Alere Shares Whiplash as Investors Debate Latest Investigationby
Company says it received federal subpoena on billing practices
Alere already investigated for foreign bribery allegations
Alere Inc. investors went on a wild ride in the last 24 hours as the shares plunged following a report of a second U.S. Justice Department investigation of the medical test maker, then rebounded after the company said the probe was narrow in scope.
Alere’s shares fell 29 percent to $31.47 on Wednesday -- their biggest one-day drop ever -- after the Wall Street Journal reported that the Justice Department’s criminal-fraud unit sent the company a subpoena. Later that night, Alere issued a statement saying the investigation was focused on an area that accounts for less than 1 percent of its sales and isn’t material. That sent the shares bouncing back, and they were up 22 percent to $38.28 at 1:35 p.m. in New York on Thursday.
Along with the legal implications of the probe, it could also impact whether or not potential misconduct by Alere will help Abbott Laboratories get out of its offer to buy the troubled company for $5.8 billion. Alere also remains under investigation for alleged violations of the U.S. Foreign Corrupt Practices Act and sales practices in Africa, Asia and Latin America.
The saga between the two companies is unlikely to abate in the near term, as Abbott and investors wait for Alere to file formal documents with the U.S. Securities and Exchange Commission detailing its financial performance for 2015 and the first half of 2016, along with revisions for the previous two years.
Abbott Wants Out
Abbott has said it wants to exit the deal, and Alere is now trading in the same range it was the week before Abbott agreed to buy it for $56 a share in cash and take responsibility for Alere’s $2.6 billion of debt.
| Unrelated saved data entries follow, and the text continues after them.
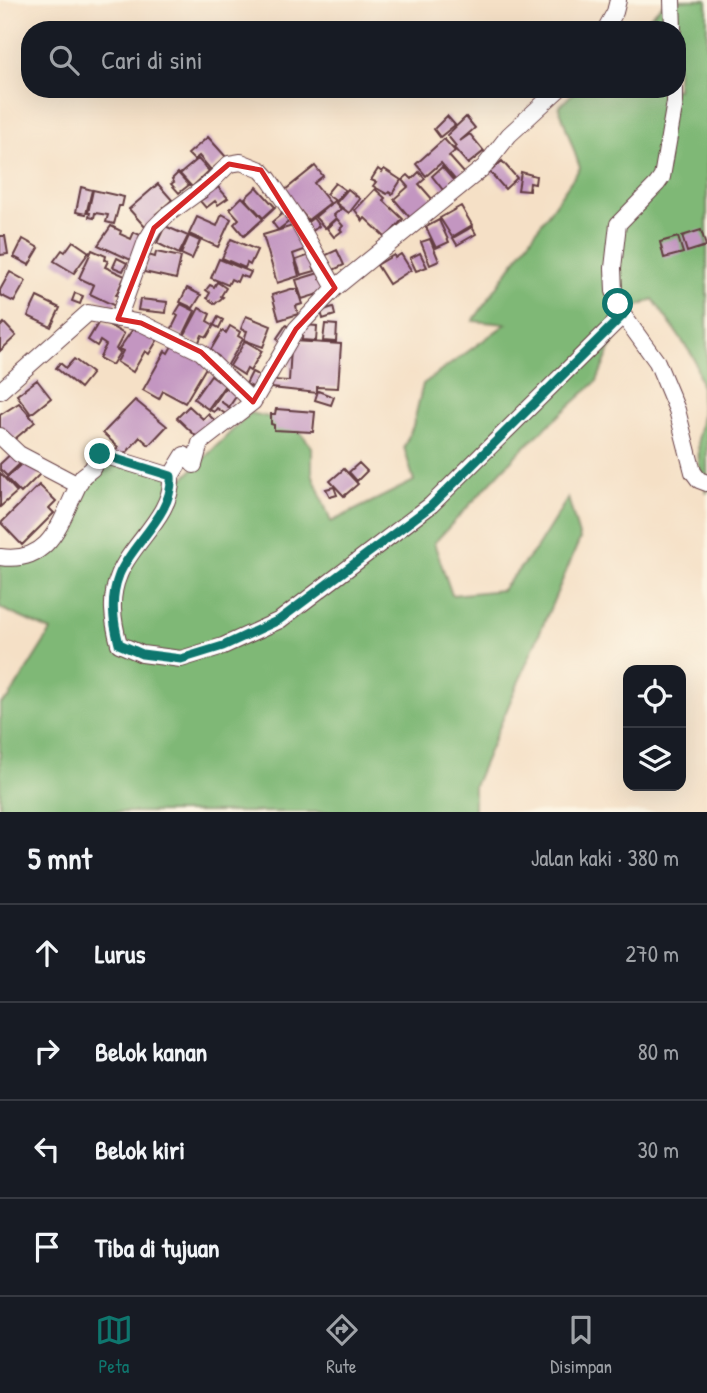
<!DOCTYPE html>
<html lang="id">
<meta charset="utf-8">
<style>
body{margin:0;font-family:"Patrick Hand",sans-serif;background:#20242c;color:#f1f3f6}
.controls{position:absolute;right:21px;bottom:21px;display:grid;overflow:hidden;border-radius:14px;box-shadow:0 7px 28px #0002}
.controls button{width:63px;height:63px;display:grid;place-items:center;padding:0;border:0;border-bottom:2px solid #363941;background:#171b24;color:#f1f3f6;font:35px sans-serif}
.stop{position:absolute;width:21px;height:21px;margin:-16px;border:5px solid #0f766e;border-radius:50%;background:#fff}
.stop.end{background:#0f766e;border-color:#fff;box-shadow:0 2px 7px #0008}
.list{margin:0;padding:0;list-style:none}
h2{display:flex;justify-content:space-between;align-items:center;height:91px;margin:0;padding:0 28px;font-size:30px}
h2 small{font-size:23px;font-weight:400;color:#9ea1a6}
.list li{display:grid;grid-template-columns:46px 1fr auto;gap:21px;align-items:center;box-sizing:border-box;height:98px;padding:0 28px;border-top:2px solid #363941}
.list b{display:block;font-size:26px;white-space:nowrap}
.list em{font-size:23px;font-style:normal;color:#9ea1a6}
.icon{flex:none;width:38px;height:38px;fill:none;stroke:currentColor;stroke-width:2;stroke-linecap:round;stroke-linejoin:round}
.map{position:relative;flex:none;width:707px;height:812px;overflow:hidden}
.search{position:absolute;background:#171b24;box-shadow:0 7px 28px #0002;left:21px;right:21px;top:21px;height:77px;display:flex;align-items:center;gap:18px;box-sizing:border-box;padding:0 24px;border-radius:28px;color:#9ea1a6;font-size:26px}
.sheet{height:483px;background:#171b24}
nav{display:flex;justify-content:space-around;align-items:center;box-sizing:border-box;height:98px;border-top:2px solid #363941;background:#171b24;font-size:19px;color:#9ea1a6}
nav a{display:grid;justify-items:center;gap:4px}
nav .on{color:#0f766e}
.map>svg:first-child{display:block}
</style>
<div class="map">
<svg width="707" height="812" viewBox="0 0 707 812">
<rect width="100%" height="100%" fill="#fcf5e5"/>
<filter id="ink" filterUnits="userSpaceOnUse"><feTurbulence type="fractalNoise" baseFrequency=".0143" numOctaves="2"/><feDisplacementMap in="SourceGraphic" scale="14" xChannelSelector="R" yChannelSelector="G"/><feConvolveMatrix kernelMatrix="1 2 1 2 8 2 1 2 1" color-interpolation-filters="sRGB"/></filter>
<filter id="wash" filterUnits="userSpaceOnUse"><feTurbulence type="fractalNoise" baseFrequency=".00686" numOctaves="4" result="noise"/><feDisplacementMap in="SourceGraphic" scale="28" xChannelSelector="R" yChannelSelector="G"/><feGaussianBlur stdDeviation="1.57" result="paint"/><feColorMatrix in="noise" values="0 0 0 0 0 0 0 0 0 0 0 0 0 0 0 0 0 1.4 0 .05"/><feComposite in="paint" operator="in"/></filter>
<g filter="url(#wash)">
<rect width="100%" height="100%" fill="#f5e0c6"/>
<path fill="#7fb876" stroke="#646c50" stroke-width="2" d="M667,0h40v493l-8,-29 -1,-27 4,-21 -1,-31 -7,-27 -41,-59 -28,14 -28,68 -78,71 -85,91 18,52 50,-5 34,-41 32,-51 12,41 -106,247v26h-474v-108l9,-6 42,-67 -51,-23v-56l45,1c9,-8 17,-14 23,-24 14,-25 17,-64 51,-65 17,0 43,9 60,12l3,4 68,-67 42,9 20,25v26l19,49 83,-41 -10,-34 9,-21 10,-42 83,-60 -33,-3 107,-153 -21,-61 18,-18h100v-59h-40z"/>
<g id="blocks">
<path fill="#c396c1" d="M447,116l8,9 -15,12 -6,-8z
M466,117l9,11 -15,13 10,-7 14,17 -16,13 -14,-16 2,-2 -9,-11z
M208,137l18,20 -15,13 -12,-14 -5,4 -6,-6z
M444,139l11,12 -6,5 16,18 -8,8 -16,-19 -15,13 -10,-12z
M198,159l11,12 -17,16 -12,-13z
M502,161l15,17 -12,11 -15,-17z
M315,166l8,10 -9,7 16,20 -22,17 -24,-29z
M442,167l12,14 -11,9 -11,-14z
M378,169l4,3 2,-3 17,11 -9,14 -3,-2 -2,2 -14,-8 3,-4 -5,-2z
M419,172l6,7 -6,5 14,16 -22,19 -17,-20 14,-12 -6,-7 6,-5 4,4z
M521,172l15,4 -1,8 -5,-1 -1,8 -11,-1z
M178,173l11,12 -10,8 -8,-9 3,-2 -2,-3z
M335,183l10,7 -9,11 -10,-7z
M158,184l14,16 -16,14 3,3 -13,11 -17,-19z
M214,186l2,3 2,-2 10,11 -10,7 -3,-4 -9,7 -6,-7 6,-4 -2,-2z
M81,187l11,3 -6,24 -10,-2z
M257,187l18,20 -12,11 -18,-20z
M348,189l12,10 -11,14 -13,-10z
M375,189l10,9 -2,2 20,19 -17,19 -21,-20 -2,3 -8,-11z
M93,190l31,7 -2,9h-3l-5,18 -8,-2 2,-7 -13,-2 -1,5 -5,-1 1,-4h-2z
M242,197l21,22 -19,17 -10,-12 5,-5 -9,-10z
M334,201l7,8 -7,6 2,3 -11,10 -10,-11z
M461,206l11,19 -20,12 -12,-19z
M284,212l7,8 -13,10 -6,-8z
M222,214l9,5 -13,28 -29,-13 8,-17 20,9z
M313,218l6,8 -9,7 -6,-8z
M337,219l6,7 -3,3 2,2 -8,6 -7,-9z
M439,220l10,22 -13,6 -10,-21z
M296,225l11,24 -14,5 6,22 -22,7 -14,-48z
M111,226l10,5 -1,3 11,5 3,-7 8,4 -11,24 -33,-15z
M165,226l23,10 -9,18 -22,-11z
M472,227l4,7 -19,11 -4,-7z
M701,230l5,16 -19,6 -5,-16z
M0,236h5l3,18 -8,1z
M189,236l11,5 -8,18 -11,-5z
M678,237l5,16 -19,5 -4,-16z
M23,239l16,9 -10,17 -15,-8z
M231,239l26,11 -7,15 -3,-2 -2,5 -23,-10z
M430,239l9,22 -9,4 -9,-23z
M73,241l16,11 -15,21 -20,-12 8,-11 3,2z
M92,250l14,6 -1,4 3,1 -3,6 20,9 -9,19 3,1 -4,10 -25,-12 4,-9 -15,-7z
M337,250l7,15 -15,7 -7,-15z
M156,252l25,5 -5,22 -32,-7 4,-17 7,2z
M420,253l7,14 -11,4 -6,-13z
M401,254l10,16 -22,14 -12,-19 17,-10 1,3z
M310,255l5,16 -14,4 -5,-15z
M117,258l10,5 -4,8 -10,-4z
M219,259l32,13 -3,6 -8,-3 -3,7 -6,-3 -3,6 -17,-7z
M10,272l16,9 -12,21 -14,-7v-5z
M319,273l1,6 4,-1 3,10 -2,4 -23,7 -6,-19z
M217,282l9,6 -5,8 2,1 -8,7 -8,-6 3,-5 -4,-3 4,-5 4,2z
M187,288l14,7 -8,13 -13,-6z
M291,289h6l5,15 -6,2 2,8 -19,6 -7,-25z
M75,293l8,3 -3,8 -8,-3z
M37,297l23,11 -9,19 -23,-11z
M140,299l27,3 -1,11 -28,-3z
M181,304l14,7 -12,25 -12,-6 7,-14 -3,-2z
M333,307l2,8 -12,4 -2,-8z
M199,308l11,6 -3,7 7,4 -7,12 -5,-2 -4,9 -14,-8z
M246,316l25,10 -8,21 -19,-7 3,-9 -6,-2z
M218,317l5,3 -4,8 -5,-3z
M100,320l24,14 -8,15 4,3 -8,13 -13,-7 7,-13 -6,-4 -3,5 -9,-6z
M4,323l12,13 -16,15v-24z
M325,324l12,1 -1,17 -13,-1z
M286,325l6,4 -11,12 -4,-3z
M303,325l14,1 -1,15 -14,-1z
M135,326l23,13 -9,15 -4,-3 -12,21 -16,-10 6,-11 -4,-2z
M230,326l10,6 -2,4 5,3 -17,29 -12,-7 4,-5 -8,-5 12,-20 4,2z
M245,341l17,10 -12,20 -3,-2 -3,6 -14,-9z
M294,341l47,3 -3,44 -21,-1v6l-45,-5v-8l17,1 2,-33z
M173,344l35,20 -23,39 -22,-12 -4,8 -16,-9 22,-39 3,2z
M74,359l18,14 -12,15 -24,-20 4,-5 6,5z
M252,372l8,4 -6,12 -8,-4z
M211,375l14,10 -17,24 -14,-10z
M37,380l14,18 -20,16 -14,-19z
M226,387l11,8 -8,12 -9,-6 11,8 -4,6 -10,-7 -3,4 -4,-2z
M318,391l16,6 -3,8 -16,-5z
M135,400l32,26 -18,19 -9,-8 -20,23 -7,-7 5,-6 -15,-14z
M19,403l16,19 -25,21 -10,-13v-15z
M189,406l14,13 5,-5 10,10 -17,17 -24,-23z
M276,409l39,3 -2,20 -39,-2v-5l-3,-1v-10h4z
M14,451l9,10 -16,15 -7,-7v-5z
M27,459l13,15 -19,19 -15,-15z
M359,463l8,8 -10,10 -8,-9z
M344,469l14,15 -14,12 -14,-15z
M0,473l17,19 -17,15z
M39,485l17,16 -7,7 5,5 -32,32 -21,-22z
M334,487l3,8 -7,2 -4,-8z"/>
</g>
</g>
<g filter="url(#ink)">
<use href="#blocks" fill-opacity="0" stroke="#643c42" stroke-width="2"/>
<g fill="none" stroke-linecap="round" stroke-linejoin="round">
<defs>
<path id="minor" d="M672,0l1,30
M605,30l10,-18 3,-12
M675,89v13l-13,75 -5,7 -39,40 -5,44 1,23 9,24 34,47 20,48 16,62 6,8 8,3
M118,319l28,-78 8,-13 14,-14 40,-29 21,-21 12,-2 20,8 8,9 28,41 38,68
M0,391l88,-78 53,10 60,29 52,50
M0,436l19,18 59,31
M171,476c3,38 -40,67 -52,99 -10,23 -6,46 0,69l23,10 39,5 42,-13 57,-26 151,-115 192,-190
M0,557c55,8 61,-42 83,-81l9,-7 8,-15 71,22 13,-21 10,10 6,-22 53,-41 43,-73 39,-41 149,-121 25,-32 50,-46"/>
</defs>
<use href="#minor" stroke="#643c42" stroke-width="18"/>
<use href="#minor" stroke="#fff" stroke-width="16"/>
</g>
</g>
<g fill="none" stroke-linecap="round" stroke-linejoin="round" filter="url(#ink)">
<path stroke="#0f766e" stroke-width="9" d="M100,454l71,22c3,38 -40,68 -52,99 -9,23 -6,46 0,69l23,10 39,5 42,-13 56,-26 152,-114 192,-191 -5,-11"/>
</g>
<path fill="none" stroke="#d62828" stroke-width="5" stroke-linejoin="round" d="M229,164l32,6 74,118 -39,41 -43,73 -52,-50 -60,-29 -23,-4 36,-91z"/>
</svg>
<div class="controls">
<button><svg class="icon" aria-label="locate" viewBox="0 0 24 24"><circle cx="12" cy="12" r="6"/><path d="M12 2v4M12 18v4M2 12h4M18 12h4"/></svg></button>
<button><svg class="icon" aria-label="layers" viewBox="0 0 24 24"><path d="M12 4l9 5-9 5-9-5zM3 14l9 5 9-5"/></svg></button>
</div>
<div class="stop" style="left:618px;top:304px"></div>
<div class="stop end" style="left:100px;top:454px"></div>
<div class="search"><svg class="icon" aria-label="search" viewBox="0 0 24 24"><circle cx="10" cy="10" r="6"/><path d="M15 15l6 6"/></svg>Cari di sini</div>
</div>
<section class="sheet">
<h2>5 mnt<small>Jalan kaki · 380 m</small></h2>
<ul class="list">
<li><svg class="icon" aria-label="ahead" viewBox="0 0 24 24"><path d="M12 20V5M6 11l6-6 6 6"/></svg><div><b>Lurus</b></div><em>270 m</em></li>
<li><svg class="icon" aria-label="right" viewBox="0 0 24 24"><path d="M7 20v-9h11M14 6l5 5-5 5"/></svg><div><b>Belok kanan</b></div><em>80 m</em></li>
<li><svg class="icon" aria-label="left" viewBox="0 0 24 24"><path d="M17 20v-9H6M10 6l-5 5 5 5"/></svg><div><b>Belok kiri</b></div><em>30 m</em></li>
<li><svg class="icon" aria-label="arrive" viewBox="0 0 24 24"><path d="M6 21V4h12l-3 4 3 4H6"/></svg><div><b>Tiba di tujuan</b></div></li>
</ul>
</section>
<nav>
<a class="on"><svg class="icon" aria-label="map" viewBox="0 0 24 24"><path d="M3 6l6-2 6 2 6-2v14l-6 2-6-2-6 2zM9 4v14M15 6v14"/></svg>Peta</a>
<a><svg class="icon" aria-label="directions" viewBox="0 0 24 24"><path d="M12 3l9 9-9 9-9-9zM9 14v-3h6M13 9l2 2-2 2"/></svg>Rute</a>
<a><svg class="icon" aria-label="saved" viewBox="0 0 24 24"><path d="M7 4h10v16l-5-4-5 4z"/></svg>Disimpan</a>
</nav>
Mark Massaro, an analyst at Canaccord Genuity, said the initial nosedive of Alere’s shares was unjustified. The new investigation has a “zero probability” of breaking the deal, he predicted in a note to clients. Raj Denhoy, an analyst at Jefferies, agreed, writing that the latest issue “appears to be immaterial.”
That may not stop Abbott from trying to back out. Earlier this year, Alere rejected an offer of as much as $50 million to rip up the contract. Alere expects Abbott to sue to break the deal next, after Alere files its delayed annual report, CNBC reported, citing people familiar with Alere’s planning.
The latest investigation of Waltham, Massachusetts-based Alere concerns its billing practices for U.S. government insurance programs, including Medicare for the elderly, Medicaid for the poor and Tricare for the military, Alere said in a statement. The July 1 subpoena to Alere Toxicology Services Inc. seeks records dating back to 2010 related to patient samples tested at the pain management laboratory in Austin, Texas. The Journal reported that the Justice Department was interested in whether Alere might have covered co-payments for patients in those programs, which is illegal.
Alere said it is fully cooperating and “believes the matters to which the subpoena relates are not material.”
Peter Carr, a Justice Department spokesman, Jackie Lustig, an Alere spokeswoman, and Scott Stoffel, an Abbott spokesman, all declined to comment further on Wednesday.